§ **Work task**
The result should be every line of the listing that contains "WINDSOR".
- - - - - - -
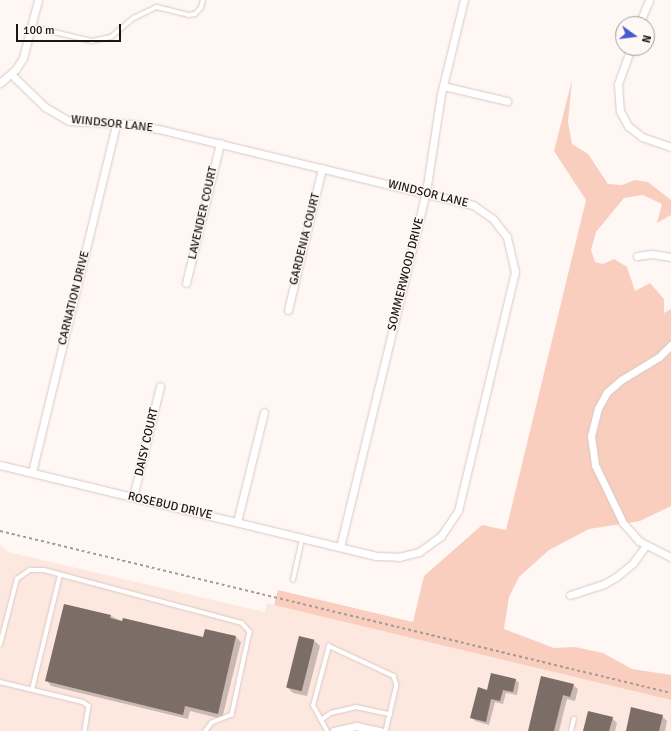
<!DOCTYPE html>
<style>
body{margin:0}
#map{position:relative;width:671px;height:731px;overflow:hidden;background:#fef7f4;font-family:Signika,sans-serif}
div>[style]{position:absolute}
.built>*{inset:0;background:#fde8e0}
.green>*{inset:0;background:#f9cebf}
.shadow>*{inset:0;background:#0003}
.building>*{inset:0;background:#7c6d67;transform-origin:0 0}
.path>*{height:1.5px;margin-top:-0.75px;transform-origin:0;background:repeating-linear-gradient(90deg,#a29b99 0 3px,transparent 0 6px)}
.roads{filter:drop-shadow(0 0 1px #dac9c2) drop-shadow(0 0 1px #dac9c2)}
.lane>*{height:3.5px;margin:-1.75px;padding:0 1.75px;transform-origin:1.75px;border-radius:1.75px;background:#fff}
.street>*{height:7px;margin:-3.5px;padding:0 3.5px;transform-origin:3.5px;border-radius:3.5px;background:#fff}
span{translate:-50% -50%;white-space:nowrap;text-align:center;line-height:1.15;-webkit-text-stroke:3px #fef7f4;paint-order:stroke}
.street-label{font-size:12px;color:#1b1513}
.north{position:absolute;left:615px;top:16px;width:40px;height:40px;box-sizing:border-box;background:#fef7f4;border:1px solid #a39d9a;border-radius:50%;rotate:104deg;font-size:11px;font-weight:700;line-height:16px;text-align:center;color:#1b1513}
.north::after{content:'';display:block;margin:auto;width:14px;height:18px;background:#495ace;clip-path:polygon(50% 0,100% 100%,50% 72%,0 100%)}
.scale{position:absolute;left:16px;top:24px;width:105px;height:18px;box-sizing:border-box;border:2px solid #1b1513;border-top:0;padding-left:5px;font-size:12px;line-height:14px;white-space:nowrap;color:#1b1513;-webkit-text-stroke:3px #fef7f4;paint-order:stroke}
</style>
<div id="map">
<div class="built">
<div style="clip-path:polygon(0 544px,8px 552px,265px 612px,267px 603px,671px 700px,671px 731px,0 731px)"></div>
</div>
<div class="green">
<div style="clip-path:polygon(572px 80px,568px 122px,572px 144px,588px 154px,608px 184px,622px 185px,635px 180px,648px 182px,671px 200px,671px 215px,657px 223px,662px 204px,643px 195px,624px 198px,596px 232px,591px 250px,595px 262px,603px 264px,614px 259px,627px 267px,635px 291px,650px 283px,664px 299px,664px 313px,671px 309px,671px 506px,640px 521px,589px 529px,549px 550px,519px 577px,509px 597px,504px 629px,554px 648px,575px 647px,603px 653px,632px 669px,671px 675px,671px 700px,274px 605px,278px 590px,413px 622px,424px 576px,482px 525px,506px 530px,586px 200px,554px 151px)"></div>
</div>
<div class="shadow">
<div style="clip-path:polygon(111px 616px,123px 622px,204px 638px,206px 630px,236px 637px,241px 642px,222px 719px,190px 711px,188px 719px,51px 686px,47px 681px)"></div>
<div style="clip-path:polygon(315px 641px,320px 646px,307px 696px,293px 693px,288px 688px)"></div>
<div style="clip-path:polygon(492px 674px,516px 680px,519px 683px,517px 695px,506px 693px,503px 704px,495px 702px,489px 725px,475px 721px,471px 717px,488px 691px)"></div>
<div style="clip-path:polygon(542px 677px,573px 685px,578px 689px,575px 701px,567px 699px,559px 731px,529px 731px)"></div>
<div style="clip-path:polygon(662px 716px,667px 721px,665px 731px,627px 731px)"></div>
<div style="clip-path:polygon(612px 718px,617px 723px,615px 731px,584px 731px)"></div>
</div>
<div class="building">
<div style="clip-path:polygon(64px 604px,111px 615px,110px 618px,122px 621px,123px 618px,203px 637px,205px 629px,236px 636px,218px 714px,185px 706px,183px 715px,45px 681px)"></div>
<div style="left:299px;top:636px;width:16px;height:53px;rotate:14deg"></div>
<div style="clip-path:polygon(491px 673px,516px 679px,513px 692px,503px 690px,500px 701px,491px 699px,486px 722px,470px 718px,478px 687px,487px 690px)"></div>
<div style="clip-path:polygon(541px 676px,574px 684px,570px 697px,563px 695px,554px 731px,528px 731px)"></div>
<div style="clip-path:polygon(631px 707px,663px 715px,659px 731px,626px 731px)"></div>
<div style="clip-path:polygon(588px 711px,613px 717px,609px 731px,583px 731px)"></div>
</div>
<div class="path">
<div style="left:0;top:531px;width:690px;rotate:13.57deg"></div>
</div>
<div class="roads">
<div class="lane">
<div style="left:33px;top:27px;width:61px;rotate:13.3deg"></div>
<div style="left:92px;top:41px;width:19px;rotate:-12deg"></div>
<div style="left:111px;top:37px;width:30px;rotate:-40deg"></div>
<div style="left:134px;top:18px;width:25px;rotate:-26deg"></div>
<div style="left:157px;top:7px;width:33px;rotate:14deg"></div>
<div style="left:189px;top:15px;width:6px;rotate:-9deg"></div>
<div style="left:195px;top:14px;width:8px;rotate:-45deg"></div>
<div style="left:201px;top:8px;width:8px;rotate:-76deg"></div>
<div style="left:293px;top:580px;width:42px;rotate:-77.6deg"></div>
<div style="left:0;top:645px;width:68px;rotate:-75.6deg"></div>
<div style="left:17px;top:579px;width:16px;rotate:-35deg"></div>
<div style="left:30px;top:570px;width:14px"></div>
<div style="left:44px;top:570px;width:205px;rotate:15deg"></div>
<div style="left:242px;top:623px;width:12px;rotate:48deg"></div>
<div style="left:250px;top:632px;width:85px;rotate:102.2deg"></div>
<div style="left:232px;top:715px;width:22px;rotate:158deg"></div>
<div style="left:212px;top:723px;width:10px;rotate:127deg"></div>
<div style="left:0;top:682px;width:85px;rotate:13.5deg"></div>
<div style="left:83px;top:702px;width:7px;rotate:34deg"></div>
<div style="left:89px;top:706px;width:25px;rotate:99deg"></div>
<div style="left:32px;top:690px;width:118px;rotate:-76.3deg"></div>
<div style="left:321px;top:720px;width:12px;rotate:-35deg"></div>
<div style="left:331px;top:713px;width:26px;rotate:-13deg"></div>
<div style="left:356px;top:707px;width:35px;rotate:12deg"></div>
<div style="left:327px;top:731px;width:29px;rotate:-119deg"></div>
<div style="left:313px;top:706px;width:62px;rotate:-75.1deg"></div>
<div style="left:329px;top:646px;width:72px;rotate:24.8deg"></div>
<div style="left:394px;top:676px;width:9px;rotate:72deg"></div>
<div style="left:397px;top:685px;width:47px;rotate:103.4deg"></div>
<div style="left:571px;top:731px;width:12px;rotate:-76deg"></div>
</div>
<div class="street">
<div style="left:639px;top:24px;width:26px;rotate:-67deg"></div>
<div style="left:631px;top:48px;width:38px;rotate:110deg"></div>
<div style="left:618px;top:84px;width:27px;rotate:86deg"></div>
<div style="left:620px;top:111px;width:17px;rotate:62deg"></div>
<div style="left:628px;top:126px;width:18px;rotate:38deg"></div>
<div style="left:642px;top:137px;width:31px;rotate:19deg"></div>
<div style="left:0;top:83px;width:21px;rotate:-41deg"></div>
<div style="left:16px;top:69px;width:13px;rotate:-58deg"></div>
<div style="left:23px;top:58px;width:60px;rotate:-75.5deg"></div>
<div style="left:443px;top:86px;width:66px;rotate:13.2deg"></div>
<div style="left:637px;top:256px;width:15px;rotate:-8deg"></div>
<div style="left:652px;top:254px;width:19px;rotate:9deg"></div>
<div style="left:186px;top:283px;width:144px;rotate:-76.3deg"></div>
<div style="left:288px;top:310px;width:146px;rotate:-76.5deg"></div>
<div style="left:671px;top:345px;width:17px;rotate:135deg"></div>
<div style="left:659px;top:357px;width:44px;rotate:148.8deg"></div>
<div style="left:621px;top:380px;width:18px;rotate:139deg"></div>
<div style="left:607px;top:392px;width:18px;rotate:119deg"></div>
<div style="left:598px;top:408px;width:29px;rotate:104deg"></div>
<div style="left:591px;top:436px;width:29px;rotate:82deg"></div>
<div style="left:595px;top:465px;width:64px;rotate:64.2deg"></div>
<div style="left:623px;top:523px;width:24px;rotate:48deg"></div>
<div style="left:639px;top:541px;width:36px;rotate:27deg"></div>
<div style="left:0;top:465px;width:387px;rotate:13.6deg"></div>
<div style="left:376px;top:556px;width:23px;rotate:2deg"></div>
<div style="left:399px;top:557px;width:21px;rotate:-14deg"></div>
<div style="left:419px;top:552px;width:27px;rotate:-36deg"></div>
<div style="left:441px;top:536px;width:30px;rotate:-56deg"></div>
<div style="left:458px;top:511px;width:246px;rotate:-76.6deg"></div>
<div style="left:515px;top:272px;width:36px;rotate:-103deg"></div>
<div style="left:507px;top:237px;width:23px;rotate:-128deg"></div>
<div style="left:493px;top:219px;width:24px;rotate:-145deg"></div>
<div style="left:473px;top:205px;width:324px;rotate:-166.4deg"></div>
<div style="left:158px;top:129px;width:26px;rotate:-169deg"></div>
<div style="left:132px;top:124px;width:63px;rotate:-177.3deg"></div>
<div style="left:69px;top:121px;width:28px;rotate:-150deg"></div>
<div style="left:45px;top:107px;width:47px;rotate:-135.9deg"></div>
<div style="left:32px;top:472px;width:358px;rotate:-76.4deg"></div>
<div style="left:133px;top:497px;width:114px;rotate:-76.3deg"></div>
<div style="left:237px;top:522px;width:113px;rotate:-76.2deg"></div>
<div style="left:340px;top:547px;width:365px;rotate:-76.4deg"></div>
<div style="left:426px;top:192px;width:99px;rotate:-81.3deg"></div>
<div style="left:441px;top:94px;width:97px;rotate:-76.3deg"></div>
<div style="left:570px;top:595px;width:36px;rotate:-18deg"></div>
<div style="left:604px;top:584px;width:14px;rotate:-30deg"></div>
<div style="left:616px;top:577px;width:22px;rotate:-39deg"></div>
<div style="left:633px;top:563px;width:22px;rotate:-54deg"></div>
<div style="left:334px;top:731px;width:23px;rotate:-13deg"></div>
<div style="left:356px;top:726px;width:25px;rotate:12deg"></div>
</div>
</div>
<div class="street-label">
<span style="left:112px;top:124px;rotate:6deg">WINDSOR LANE</span>
<span style="left:428px;top:194px;rotate:14deg">WINDSOR LANE</span>
<span style="left:203px;top:213px;rotate:-77deg">LAVENDER COURT</span>
<span style="left:305px;top:239px;rotate:-76deg">GARDENIA COURT</span>
<span style="left:406px;top:274px;rotate:-76deg">SOMMERWOOD DRIVE</span>
<span style="left:74px;top:298px;rotate:-76deg">CARNATION DRIVE</span>
<span style="left:147px;top:442px;rotate:-77deg">DAISY COURT</span>
<span style="left:170px;top:506px;rotate:13deg">ROSEBUD DRIVE</span>
</div>
<div class="north">N</div>
<div class="scale">100 m</div>
</div>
- - - - - - -
§ **Reply to the exercise**
<span style="left:112px;top:124px;rotate:6deg">WINDSOR LANE</span>
<span style="left:428px;top:194px;rotate:14deg">WINDSOR LANE</span>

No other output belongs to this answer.